Description
Feature request
Adding an option to skip corrupted data samples. Currently the datasets behavior is throwing errors if the data sample if corrupted and let user aware and handle the data corruption. When I tried to try-catch the error at user level, the iterator will raise StopIteration when I called next() again.
The way I try to do error handling is: (This doesn't work, unfortunately)
# Load the dataset with streaming enabled
dataset = load_dataset(
"pixparse/cc12m-wds", split="train", streaming=True
)
# Get an iterator from the dataset
iterator = iter(dataset)
while True:
try:
# Try to get the next example
example = next(iterator)
# Try to access and process the image
image = example["jpg"]
pil_image = Image.fromarray(np.array(image))
pil_image.verify() # Verify it's a valid image file
except StopIteration: # Code path 1
print("\nStopIteration was raised! Reach the end of dataset")
raise StopIteration
except Exception as e: # Code path 2
errors += 1
print("Error! Skip this sample")
cotinue
else:
successful += 1
This is because the IterableDataset
already throws an error (reaches Code path 2). And if I continue call next(), it will hit Code path 1. This is because the inner iterator of IterableDataset
(code) as been stopped, so calling next() on it will raise StopIteration.
So I can not skip the corrupted data sample in this way. Would also love to hear any suggestions about creating a robust dataloader.

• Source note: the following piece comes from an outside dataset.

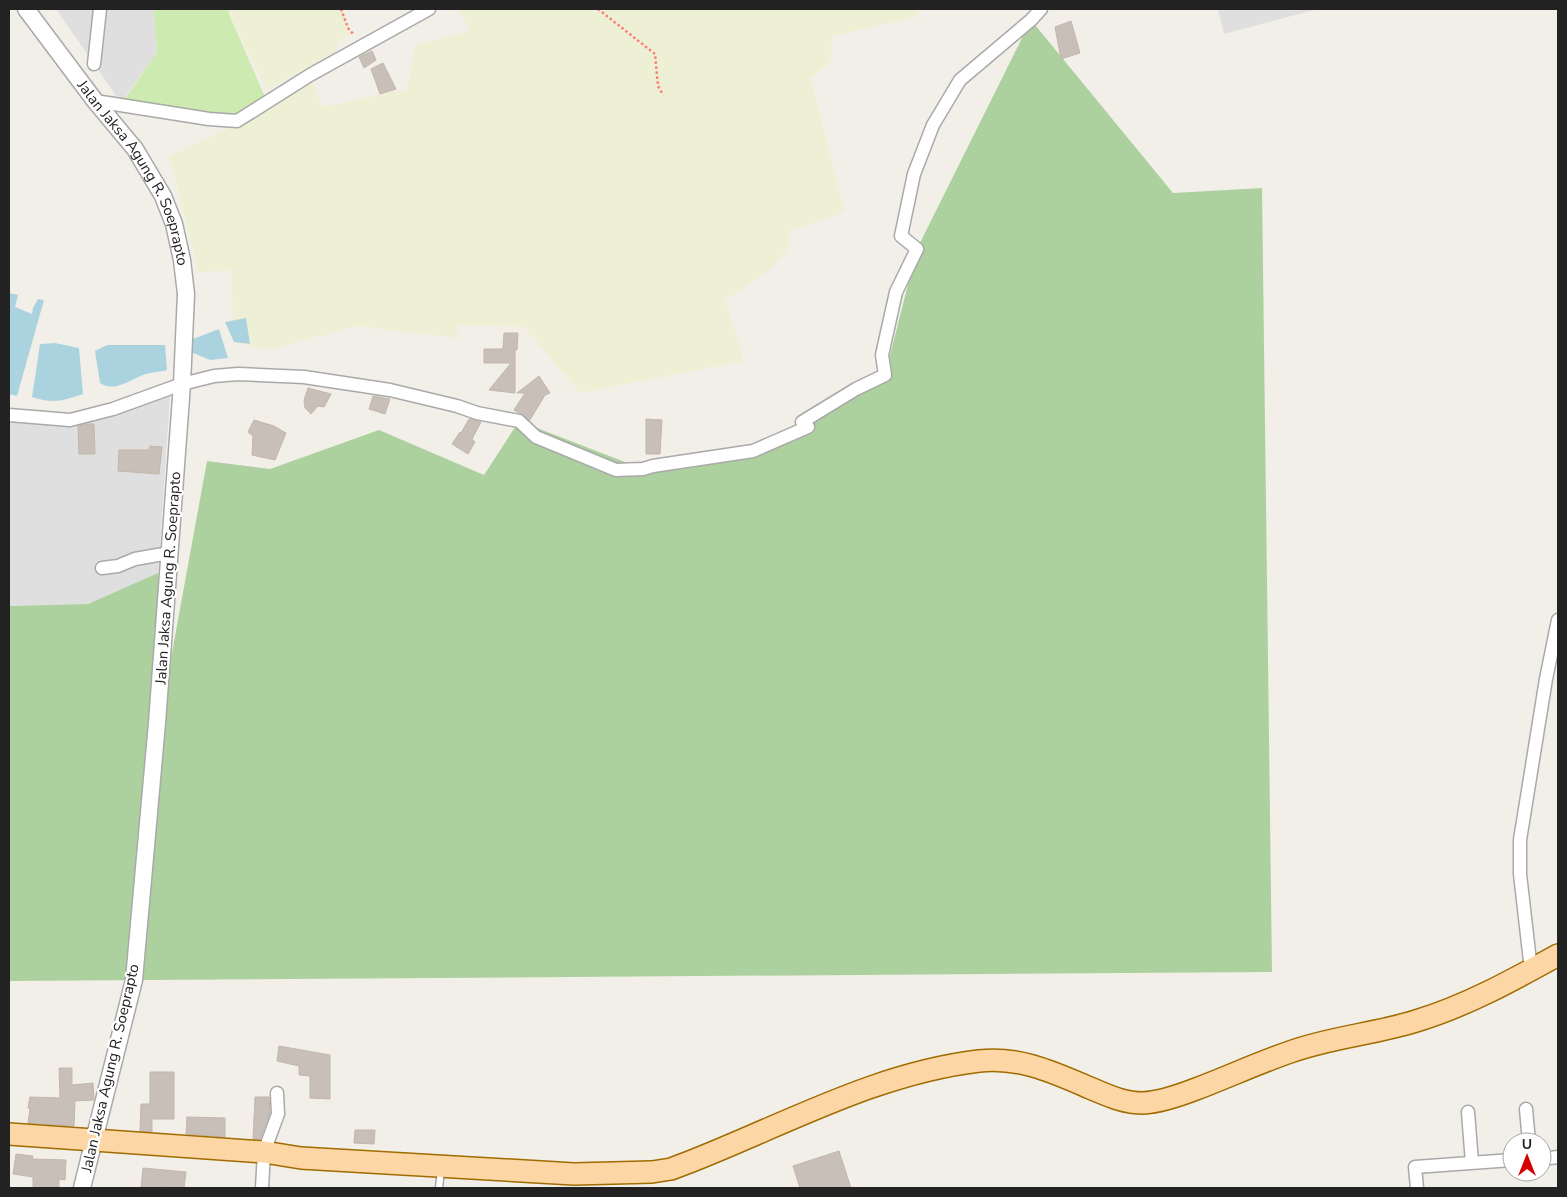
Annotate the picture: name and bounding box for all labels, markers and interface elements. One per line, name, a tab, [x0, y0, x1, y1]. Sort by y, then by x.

Thanks for your help in advance!
Motivation
Public dataset corruption might be common
A lot of users would use public dataset, and the public dataset might contains some corrupted data, especially for dataset with image / video etc. I totally understand it's dataset owner and user's responsibility to ensure the data integrity / run data cleaning or preprocessing, but it would be easier for developers who would use the dataset
Use cases
For example, a robust dataloader would be easy for users who want to try quick tests on different dataset, and chose one dataset which fits their needs. So user could use IterableDataloader with stream=True
to use the dataset easily without downloading and removing corrupted data samples from the dataset.
Your contribution
The error handling might not trivial and might need more careful design.